A US study shows that the end product of genetically manipulated food is actually not that harmful as many people think.
On Tuesday, a well respected science board declared in their report that genetically manipulated, or GM for short, food remains safe for humans, animals and the environment. The science board, also known as The National Academies of Science, Engineering and Medicine concluded in their latest report that just because the genetics of a certain type of food has been changed, doesn’t affect the environment. Some people like to call GM food “frankenfood”, but the science board means this is claim based upon misinformation rather than actual knowledge.
However, GM food is not as promising as many people thought. The whole reason behind GM food is to produce more for less. But the report shows that manipulated food does not actually produce much more yields than regular un-manipulated food.
In their report, they said that regulators need to shift their focus from the making procedure to the end product instead. They mean that if the end product isn’t harmful to humans, animals or the environment, it shouldn’t be such a big deal.
The report avoided to answer the hot issue of whether GM food should have a label or not. The author of the report say that labels aren’t needed for food safety, but that they could potentially be justified on social and cultural grounds. The exclusion of this got plenty of environment groups upset, meaning everyone should know what kind of chemicals they’re eating.
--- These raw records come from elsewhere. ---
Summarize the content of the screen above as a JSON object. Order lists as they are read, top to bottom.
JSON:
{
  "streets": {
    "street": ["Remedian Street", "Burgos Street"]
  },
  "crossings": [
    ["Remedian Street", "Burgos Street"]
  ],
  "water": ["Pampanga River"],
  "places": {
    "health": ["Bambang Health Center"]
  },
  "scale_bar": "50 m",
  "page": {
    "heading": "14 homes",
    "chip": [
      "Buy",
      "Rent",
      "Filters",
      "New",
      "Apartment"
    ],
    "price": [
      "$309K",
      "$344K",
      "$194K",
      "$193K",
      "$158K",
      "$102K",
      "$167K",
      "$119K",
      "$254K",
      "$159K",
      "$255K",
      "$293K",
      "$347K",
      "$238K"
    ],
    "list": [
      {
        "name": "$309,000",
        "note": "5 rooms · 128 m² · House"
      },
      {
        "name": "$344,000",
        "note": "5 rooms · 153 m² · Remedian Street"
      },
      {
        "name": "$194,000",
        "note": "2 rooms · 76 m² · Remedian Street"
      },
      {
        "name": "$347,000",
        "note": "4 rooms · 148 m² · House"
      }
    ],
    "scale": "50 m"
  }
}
Scientists criticized the environmental groups, saying that putting a label on a food that’s not toxic is unnecessary.
There is no real evidence of GM food affecting the environment in a negative way. But it does affect the growth rate of pesticide, some farms have developed something researches call “superweed”, a weed that has been genetically modified as a side-effect.
The most common foods that are manipulated are soybeans, corn, cotton and canola. In most cases the manipulation have made them resistant to certain insects and herbicides. But as for growth and yield rates, the GM foods were pretty much on the same level as the regular ones. The results of several experiments show that there should actually be a substantial higher yield, but looking at data from the US Department of Agriculture shows otherwise.